When the typechecker encounters the second `show_type` binding in this example it does not simply shadow the first binding as is common in many programming languages. Instead the typechecker checks the type of the binding already in scope and calculates the 'intersection' of the two bindings. In the example above the first binding has the type `Int -> String` while the second is `Float -> String`. By calculating the 'intersection' the typechecker calculates the most specialized type which both bindings can still successfully unify to which in this case is `a -> String`. Any subsequent use of `show_type` will then be observed as `a -> String` which succeeds with both a `Int` and `Float` argument.

Unfortunately it would also succeed if a `String` (or any other) type were used as the argument which is not acceptable as we have only implemented `show_type` for `Int` and `Float`. To catch this case (and to figure out which overload should be use where) the typechecker does an extra pass after successfully typechecking the entire expression.

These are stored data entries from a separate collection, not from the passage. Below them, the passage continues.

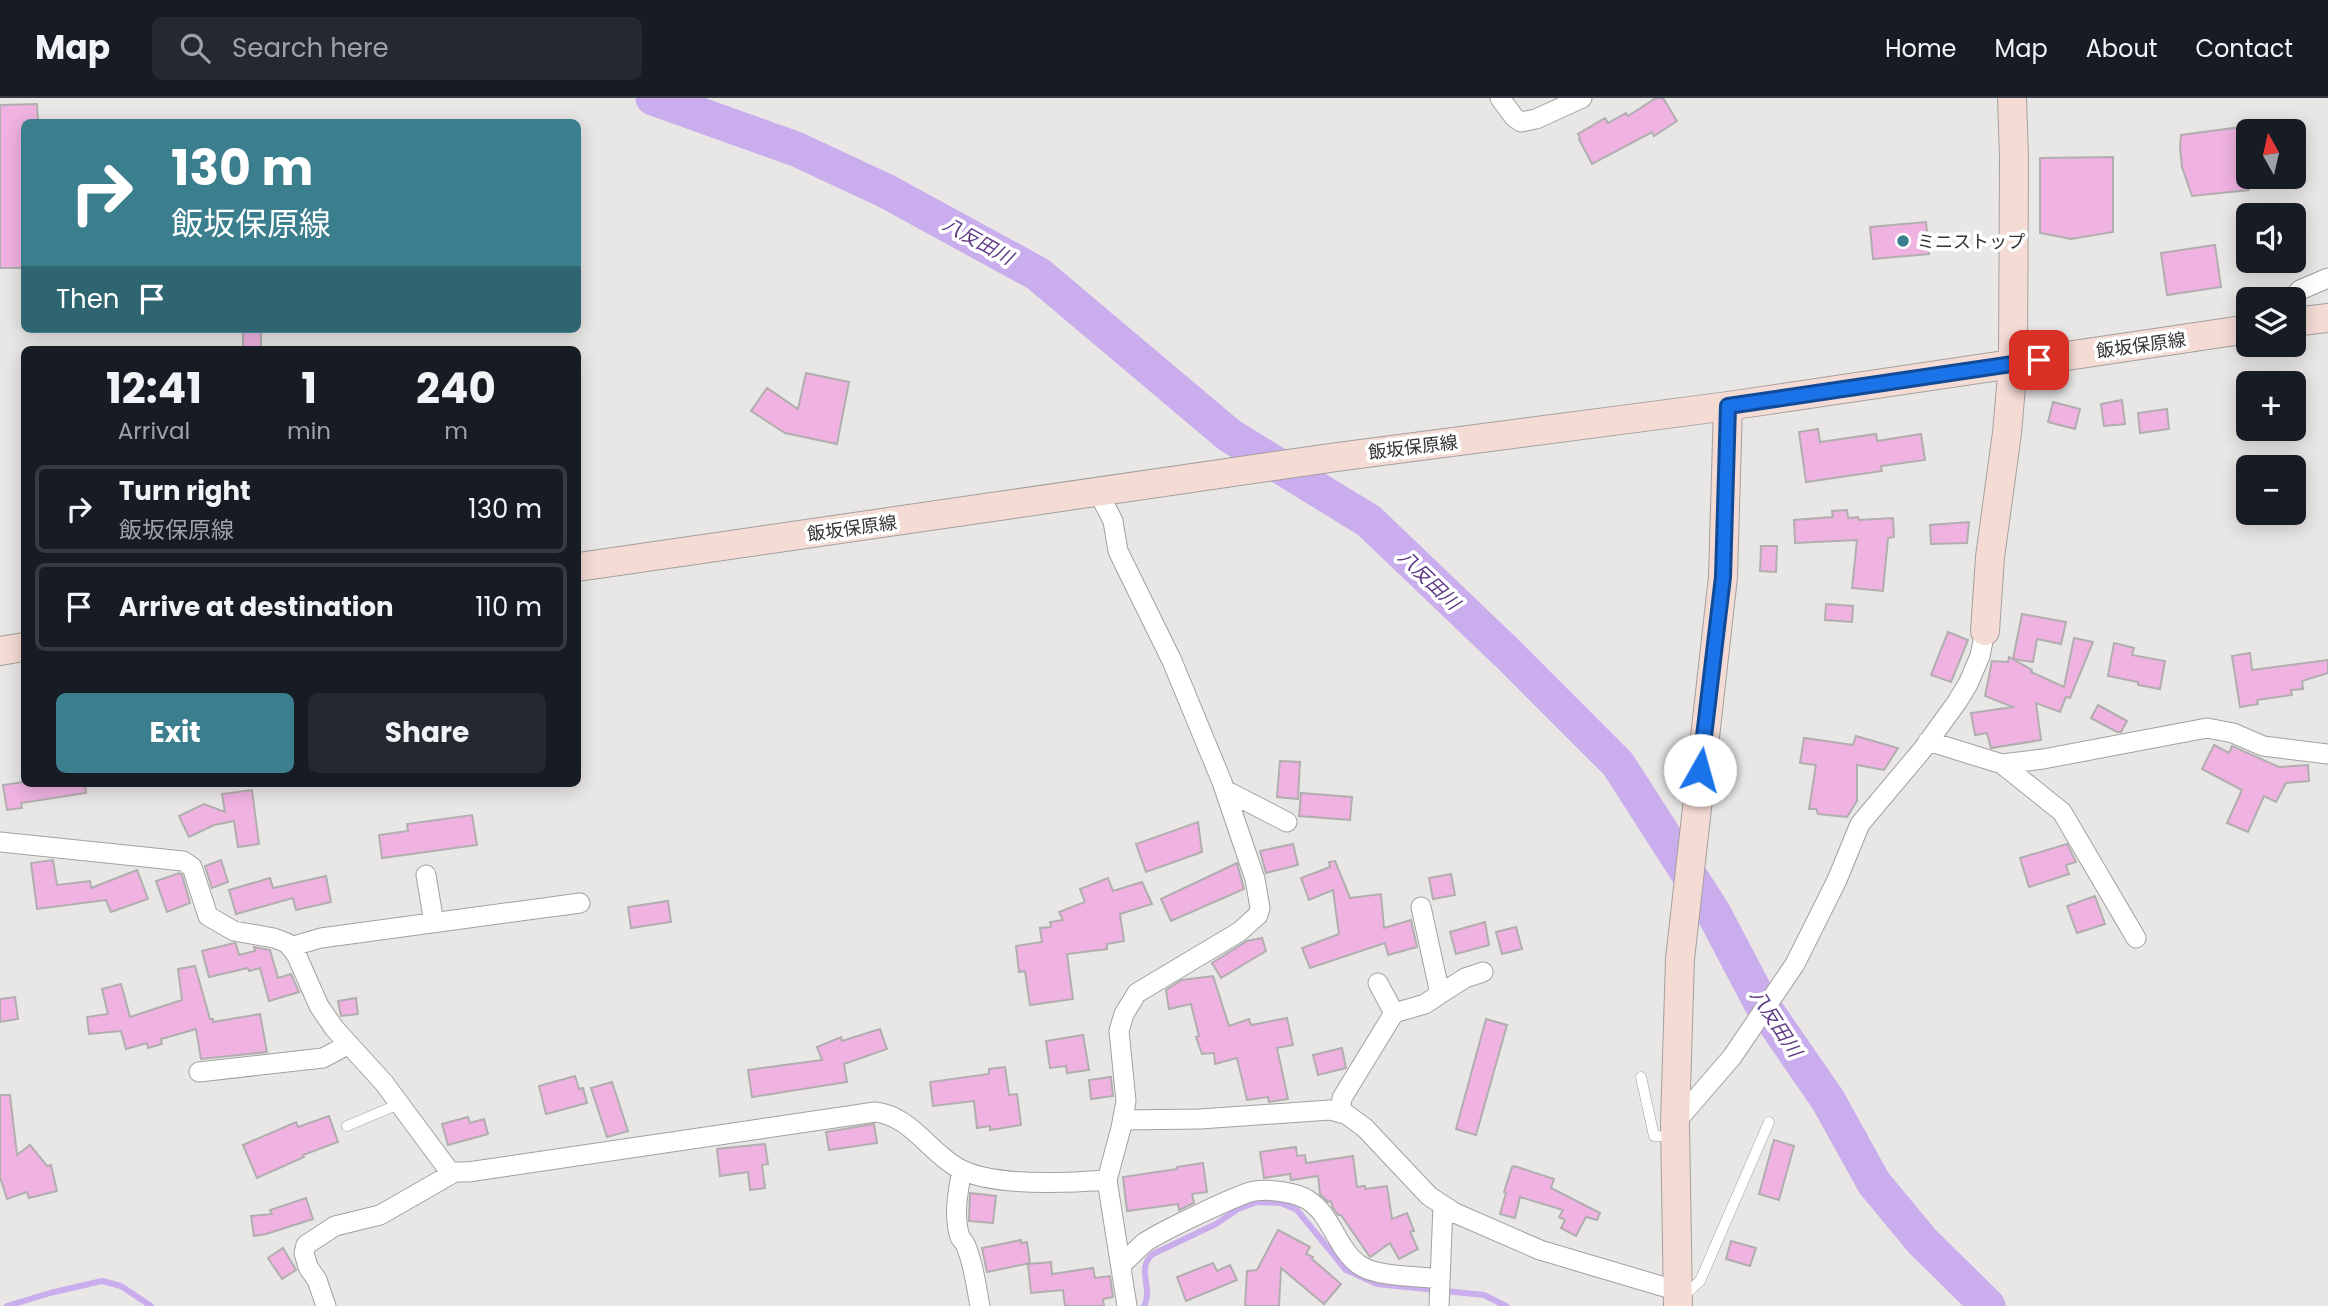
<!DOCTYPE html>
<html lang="en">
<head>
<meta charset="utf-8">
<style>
	body { margin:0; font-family:Poppins,"Noto Sans JP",sans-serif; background:#242831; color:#f1f3f6; height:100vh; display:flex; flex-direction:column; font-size:26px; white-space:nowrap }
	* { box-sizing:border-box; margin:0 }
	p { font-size:23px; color:#9ea1a6 }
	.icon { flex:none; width:38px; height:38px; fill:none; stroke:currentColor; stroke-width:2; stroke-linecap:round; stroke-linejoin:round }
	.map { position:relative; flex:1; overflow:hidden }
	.details { position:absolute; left:21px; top:248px; width:560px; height:441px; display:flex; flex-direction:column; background:#171b24; border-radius:10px; box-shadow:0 4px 18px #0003 }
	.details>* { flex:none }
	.guide { position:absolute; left:21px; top:21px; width:560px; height:214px; border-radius:10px; box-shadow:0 4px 18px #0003; background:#3b7f8e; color:#fff; overflow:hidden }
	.needle { width:46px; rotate:352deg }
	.buttons { position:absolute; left:2236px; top:21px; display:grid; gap:14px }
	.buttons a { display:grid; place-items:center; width:70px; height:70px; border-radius:10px; background:#171b24; box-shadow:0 4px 18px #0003; font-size:35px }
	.pin { position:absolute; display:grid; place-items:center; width:60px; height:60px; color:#fff; margin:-30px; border-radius:14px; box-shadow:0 4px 10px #0006 }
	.me { position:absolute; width:77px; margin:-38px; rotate:7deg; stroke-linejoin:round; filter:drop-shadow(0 0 5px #0008) }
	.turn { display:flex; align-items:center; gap:24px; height:147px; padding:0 35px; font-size:32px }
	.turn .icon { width:91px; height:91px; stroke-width:2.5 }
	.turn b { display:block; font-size:49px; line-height:60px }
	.then { display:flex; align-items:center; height:66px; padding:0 35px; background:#0003; gap:14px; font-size:26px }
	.eta { display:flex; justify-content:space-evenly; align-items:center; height:119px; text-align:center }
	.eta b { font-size:42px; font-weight:700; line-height:49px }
	.cta { display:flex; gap:14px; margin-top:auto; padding:14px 35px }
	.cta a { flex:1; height:80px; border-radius:10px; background:#3b7f8e; color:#fff; font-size:28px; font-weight:700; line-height:80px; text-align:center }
	.cta a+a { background:#242831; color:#f1f3f6 }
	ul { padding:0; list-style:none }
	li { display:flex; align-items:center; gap:21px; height:88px; margin:0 14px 10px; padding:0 21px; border:4px solid #363941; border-radius:10px }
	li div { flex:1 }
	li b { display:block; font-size:26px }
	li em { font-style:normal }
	header { display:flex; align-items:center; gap:42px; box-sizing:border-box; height:98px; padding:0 35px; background:#171b24; border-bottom:2px solid #363941 }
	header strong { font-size:33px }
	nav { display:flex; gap:38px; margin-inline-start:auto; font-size:24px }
	.search { width:490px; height:63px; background:#242831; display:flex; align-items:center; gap:18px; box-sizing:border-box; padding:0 24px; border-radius:10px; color:#9ea1a6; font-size:26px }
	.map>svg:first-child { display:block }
</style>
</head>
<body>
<header>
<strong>Map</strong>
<div class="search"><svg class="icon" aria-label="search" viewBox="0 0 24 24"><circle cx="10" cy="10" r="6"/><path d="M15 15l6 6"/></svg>Search here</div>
<nav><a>Home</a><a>Map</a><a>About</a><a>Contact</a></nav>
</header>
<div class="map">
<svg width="2328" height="1208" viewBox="0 0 2328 1208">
	<rect width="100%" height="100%" fill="#e9e6e6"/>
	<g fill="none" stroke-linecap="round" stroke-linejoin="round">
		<path stroke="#caaded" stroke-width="6" d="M7,1208L50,1195L102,1183L121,1188L151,1208
			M1144,1208C1154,1190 1135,1171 1153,1156L1216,1126L1238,1111L1257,1104L1281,1105L1297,1112L1346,1172L1377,1186L1484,1197L1506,1208"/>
		<path stroke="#caaded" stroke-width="35" d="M653,0L796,51L886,93L1038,176L1229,337L1369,423L1507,555L1618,666L1713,814L1761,905L1828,1002L1874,1085L1922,1143L1988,1208"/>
	</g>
	<path fill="#f0b2e1" stroke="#b1aeb0" stroke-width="2" d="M1656,0H1663L1677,23L1654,38L1652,34L1592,66L1579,41L1580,40L1578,36L1605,20L1608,25L1626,15L1628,18Z
		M37,6L38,24H24V170H0V7Z
		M2249,28V92L2192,98L2182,69L2180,49L2181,37Z
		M2113,59V134L2071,141L2040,135V60Z
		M1926,124L1929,156L1873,161L1870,129Z
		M2215,147L2221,189L2167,197L2161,155Z
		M243,231H261V250H243Z
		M806,275L849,284L837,346L785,335L751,313L767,290L798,311Z
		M2122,302L2125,326L2104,328L2101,306Z
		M2053,304L2080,311L2075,331L2048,324Z
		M2167,311L2169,331L2140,335L2138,315Z
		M1818,331L1820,344L1876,336L1877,343L1921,336L1925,362L1881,368L1882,373L1806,384L1799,334Z
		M1847,412L1848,420L1858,419L1859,422L1893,420L1894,439L1888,440L1883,493L1852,490L1857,442L1795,445L1794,422L1833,419L1832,413Z
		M1969,424L1967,445L1931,446L1930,427Z
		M1761,448H1777L1776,474L1760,473Z
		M1826,506L1853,508L1852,524L1825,522Z
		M2022,516L2066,524L2061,546L2037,541L2033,564L2013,561Z
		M1948,534L1968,542L1951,584L1931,577Z
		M2074,540L2093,544L2070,600L2066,599L2060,614L2036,605L2041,642L1991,650L1987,635L1975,637L1971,615L2013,609L1985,598L1992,563L2008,564L2009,559L2032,572L2031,574L2064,589Z
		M2114,545L2134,550L2132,557L2165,563L2160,591L2138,587V584L2108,578Z
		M2250,555L2252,572L2328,562V575L2302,583L2303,591L2291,592L2292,597L2257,602L2258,606L2240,609L2232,558Z
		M2098,607L2127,623L2121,634H2117L2091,620Z
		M1856,638L1898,650L1884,672L1857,667V703L1847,719L1818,716L1816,711H1809L1816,667L1800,665L1804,640L1853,647Z
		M2214,647L2229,655L2232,648L2279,669L2308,667L2309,683L2286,685L2276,704L2264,698L2248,734L2227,725L2242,692L2202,671Z
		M1280,663L1300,664L1298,701L1277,699Z
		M24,684V686H85L86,695L21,705L22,710L7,712L3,687Z
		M252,692L259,746L238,749L234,723L214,727L189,739L179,718L204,706L225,714L222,696Z
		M1301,695L1352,699L1350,722L1299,718Z
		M472,717L477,747L382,760L379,737L408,733L407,726Z
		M1198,724L1202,754L1146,774L1136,746Z
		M1293,746L1298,767L1266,775L1260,753Z
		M2067,746L2076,764L2066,767L2069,776L2029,789L2020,760Z
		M53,762L57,787L90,783L91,790L137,772L148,801L111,814L106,802L37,811L31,765Z
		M221,762L228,784L212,790L205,768Z
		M1335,763L1350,800L1381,796L1384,830L1411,822L1417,849L1388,857L1385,845L1310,870L1302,850L1339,836L1333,792L1309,802L1301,780L1330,769L1329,764Z
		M1237,765L1244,791L1171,823L1161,801Z
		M179,775L182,777L190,805L167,814L156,783Z
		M1451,776L1455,797L1433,801L1429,780Z
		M326,778L331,804L296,812L293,800L236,816L229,792L270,780L273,790Z
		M1108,780L1113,793L1142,784L1152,806L1120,816L1124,843L1107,846V851L1067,856L1073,901L1030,907L1025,873L1019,874L1016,848L1042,844L1040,830L1051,829L1050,824L1063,822L1059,814L1085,804L1080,791Z
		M2095,798L2105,826L2077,835L2067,808Z
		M668,803L671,824L631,830L628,809Z
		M1485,824L1489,847L1456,856L1450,834Z
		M1516,829L1522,851L1502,856L1496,834Z
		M1262,840L1266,853L1221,880L1212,865L1247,843Z
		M234,845L236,846L239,857L255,853L254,849L270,852L278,880L291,876L299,894L269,903L260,870L249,873L248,870L209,879L202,853Z
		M195,868L210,921H213V924L260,916L267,954L201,961L196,931L161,941L162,946L148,950L147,945L126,951L121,933L89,936L87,919L108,916L102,891L121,886L130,919L182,902L178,871Z
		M1213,878L1229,928L1249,921L1251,927L1287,920L1293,947L1277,950L1288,1001L1269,1004L1268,999L1247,1002L1237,960L1215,966L1214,955L1202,956L1196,939L1199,938L1191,906L1169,911L1166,892L1182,882Z
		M15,899L18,921L0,924V901Z
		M356,900L358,916L341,918L338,903Z
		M1486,921L1507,927L1476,1037L1456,1031Z
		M880,931L887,951L844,966L847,984L752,999L748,972L822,962L817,949L841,939L842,943Z
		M1083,937L1089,972L1067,975L1066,968L1050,970L1046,943Z
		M1342,950L1346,970L1318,977L1313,957Z
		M1005,969L1009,997L1017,996L1021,1027L990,1032V1028L977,1030L974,1003L933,1008L930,984L989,976V971Z
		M575,978L579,991L583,990L587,1005L546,1016L539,988Z
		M1111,979L1113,998L1091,1001L1089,982Z
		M612,984L628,1033L607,1039L591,990Z
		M0,997H10L17,1057L30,1047L47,1068L51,1067L57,1093L29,1100L27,1094L7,1101L0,1079Z
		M329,1018L338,1044L303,1057L304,1059L257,1080L243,1047L296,1024L298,1029Z
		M468,1019L470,1025L484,1021L488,1036L448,1047L442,1026Z
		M874,1026L877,1045L829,1052L826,1034Z
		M1774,1042L1794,1048L1779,1102L1759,1096Z
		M765,1046L768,1066L762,1067L765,1090L750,1092L748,1074L720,1078L717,1051Z
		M1296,1049L1297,1058L1305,1057L1306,1065L1353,1058L1357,1089L1365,1088V1091L1387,1088L1392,1121L1407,1115L1414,1133L1410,1134L1418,1151L1399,1161L1390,1145L1370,1159L1341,1117H1338L1332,1108L1331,1103L1328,1104L1320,1096L1318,1078L1291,1082L1290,1076L1264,1080L1260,1054Z
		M1203,1065L1207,1094L1192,1096L1194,1105L1179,1112L1178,1106L1127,1113L1123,1079L1177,1071V1069Z
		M1514,1068L1554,1081L1551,1090L1600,1115L1597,1122L1586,1119L1576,1138L1561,1130L1565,1122L1559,1119L1563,1112L1520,1099L1515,1120L1500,1116L1506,1095L1504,1094L1512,1069Z
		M970,1095L996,1098L993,1125L969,1123Z
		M306,1100L313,1121L266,1136L254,1138L251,1118L272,1116L270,1112Z
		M1278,1132L1310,1149L1306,1156L1313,1159L1312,1161L1341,1186L1324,1206L1281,1170L1279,1208H1245L1247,1173L1257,1172Z
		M1021,1142V1145L1027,1144L1030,1165L987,1174L982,1150Z
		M1731,1143L1756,1150L1750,1168L1726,1161Z
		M283,1150L296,1172L282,1181L268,1160Z
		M1051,1164L1052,1176L1093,1170L1095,1180L1110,1178L1113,1199L1103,1201L1104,1208H1065L1063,1192L1031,1195L1028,1166Z
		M1213,1165L1217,1173L1230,1167L1237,1182L1186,1203L1177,1179Z"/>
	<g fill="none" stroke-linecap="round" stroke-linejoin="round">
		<g stroke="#a3a0a0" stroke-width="11">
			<path id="lane" d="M1641,979L1654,1038L1674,1039
				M347,1028L399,1006
				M1682,1193H1689L1700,1183L1769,1024"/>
		</g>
		<g stroke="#a3a0a0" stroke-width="21">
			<path id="street" d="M1500,0L1514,19L1521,24L1536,21L1582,0
				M2292,201L2300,192L2328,180
				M1098,394L1113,423L1118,453L1172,563L1222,684L1255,781L1260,810L1258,817L1239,834L1137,895L1124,916L1119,933L1126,1003L1121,1030L1107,1082L1127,1208
				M1928,643L2002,666L2043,661L2207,630L2233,635L2263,648L2328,656
				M2002,666L2062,714L2136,840
				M1225,692L1287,724
				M0,744L183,763L192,769L208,818L234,833L274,840L287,845L296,856L319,908L334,930L384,985L450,1074H468L875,1014C911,1018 928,1053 958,1070C992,1089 1068,1085 1107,1082
				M426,777L434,825
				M290,849L321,840L580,805
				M1378,885L1394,915
				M1440,896L1465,880L1483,874
				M199,974L323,960L349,946
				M1340,1015L1342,1000L1394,915L1425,906L1440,896L1421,809
				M1123,1022L1200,1021L1330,1012L1346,1016L1365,1030L1429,1098L1455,1115L1540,1152L1678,1193
				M1675,1025L1732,959L1795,866L1837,782L1860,726L1923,651L1957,604L1968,586L1980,558L1985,533
				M962,1072C958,1093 953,1118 960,1139C962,1142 965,1145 966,1148C974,1167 976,1188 980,1208
				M1121,1167C1129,1160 1136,1152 1144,1145C1158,1135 1240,1095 1255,1093C1270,1091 1295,1094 1308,1102C1333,1118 1337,1153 1361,1168C1378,1179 1418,1178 1439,1181
				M326,1208L317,1182L308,1169L304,1155L306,1147L335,1128L380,1117L455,1074
				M1439,1208L1443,1108"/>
		</g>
		<g stroke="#a3a0a0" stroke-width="30">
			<path id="secondary" d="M2294,224L2328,220
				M578,469L1337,359L1728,308L2249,231
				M1985,533L1990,459L2007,335L2013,266L2014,59L2012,0
				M0,553L24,549
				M1678,1208L1675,1025L1680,861L1723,479L1728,308"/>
		</g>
		<use href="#lane" stroke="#fff" stroke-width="10"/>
		<use href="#street" stroke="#fff" stroke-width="19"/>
		<use href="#secondary" stroke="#f4dbd4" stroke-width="28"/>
	</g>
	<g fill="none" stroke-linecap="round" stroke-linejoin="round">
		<g stroke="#114b97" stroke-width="18">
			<path id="route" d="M1700,672L1723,479L1728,308L2039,262"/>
		</g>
		<use href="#route" stroke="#1a73e8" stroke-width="12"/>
	</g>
	<circle fill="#3b7f8e" stroke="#fff" stroke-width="2.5" cx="1903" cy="143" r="7"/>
	<g text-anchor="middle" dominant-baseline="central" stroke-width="7" stroke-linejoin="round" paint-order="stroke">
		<g font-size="18" fill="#343333" stroke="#fff" text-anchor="start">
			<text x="1917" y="143">ミニストップ</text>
		</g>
		<g font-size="18" fill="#343333" stroke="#fff">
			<text transform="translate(2141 247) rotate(-8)">飯坂保原線</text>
			<text transform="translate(1413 349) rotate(-7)">飯坂保原線</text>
			<text transform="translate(852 430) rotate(-8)">飯坂保原線</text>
		</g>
		<g font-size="19" font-style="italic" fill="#5d3883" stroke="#fff">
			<text transform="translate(978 143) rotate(29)">八反田川</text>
			<text transform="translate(1429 482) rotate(44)">八反田川</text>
			<text transform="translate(1776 925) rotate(57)">八反田川</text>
		</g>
	</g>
</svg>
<div class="buttons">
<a><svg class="needle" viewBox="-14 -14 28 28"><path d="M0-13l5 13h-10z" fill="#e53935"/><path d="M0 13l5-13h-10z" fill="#9ea1a6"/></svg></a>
<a><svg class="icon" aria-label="sound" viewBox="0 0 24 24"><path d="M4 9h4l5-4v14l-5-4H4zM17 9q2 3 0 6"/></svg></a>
<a><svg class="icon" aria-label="layers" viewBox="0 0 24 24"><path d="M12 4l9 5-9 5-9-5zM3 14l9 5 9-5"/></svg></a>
<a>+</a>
<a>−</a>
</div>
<div class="pin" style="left:2039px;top:262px;background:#d93025"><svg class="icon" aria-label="arrive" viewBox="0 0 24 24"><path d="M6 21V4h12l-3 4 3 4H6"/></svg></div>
<svg class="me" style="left:1700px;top:672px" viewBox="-20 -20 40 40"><circle r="19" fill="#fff"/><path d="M0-13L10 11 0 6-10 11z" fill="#1a73e8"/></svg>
<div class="guide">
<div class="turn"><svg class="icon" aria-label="right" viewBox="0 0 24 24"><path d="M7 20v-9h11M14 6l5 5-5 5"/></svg><div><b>130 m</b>飯坂保原線</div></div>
<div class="then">Then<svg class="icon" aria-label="arrive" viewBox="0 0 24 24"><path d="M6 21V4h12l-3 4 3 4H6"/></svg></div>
</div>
<section class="details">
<div class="eta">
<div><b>12:41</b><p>Arrival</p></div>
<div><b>1</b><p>min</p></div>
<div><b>240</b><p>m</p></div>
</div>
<ul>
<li><svg class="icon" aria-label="right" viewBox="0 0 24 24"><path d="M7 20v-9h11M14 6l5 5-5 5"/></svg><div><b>Turn right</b><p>飯坂保原線</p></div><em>130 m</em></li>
<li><svg class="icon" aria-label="arrive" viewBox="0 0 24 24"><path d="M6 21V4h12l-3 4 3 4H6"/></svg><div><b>Arrive at destination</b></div><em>110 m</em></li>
</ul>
<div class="cta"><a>Exit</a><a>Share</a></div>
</section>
</div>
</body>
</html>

In this pass all uses of overloaded bindings are checked against the overload candidates until a match is found. Thus the third call, were it not commented out, would produce an error as there is no overloaded binding matching the type `String -> String`.

## Importing modules

As is often the case it is convenient to separate code into multiple files which can later be imported and used from multiple other files. To do this we can use the `import` macro which takes a single string literal as argument and loads and compiles that file at compile time before the importing module is compiled.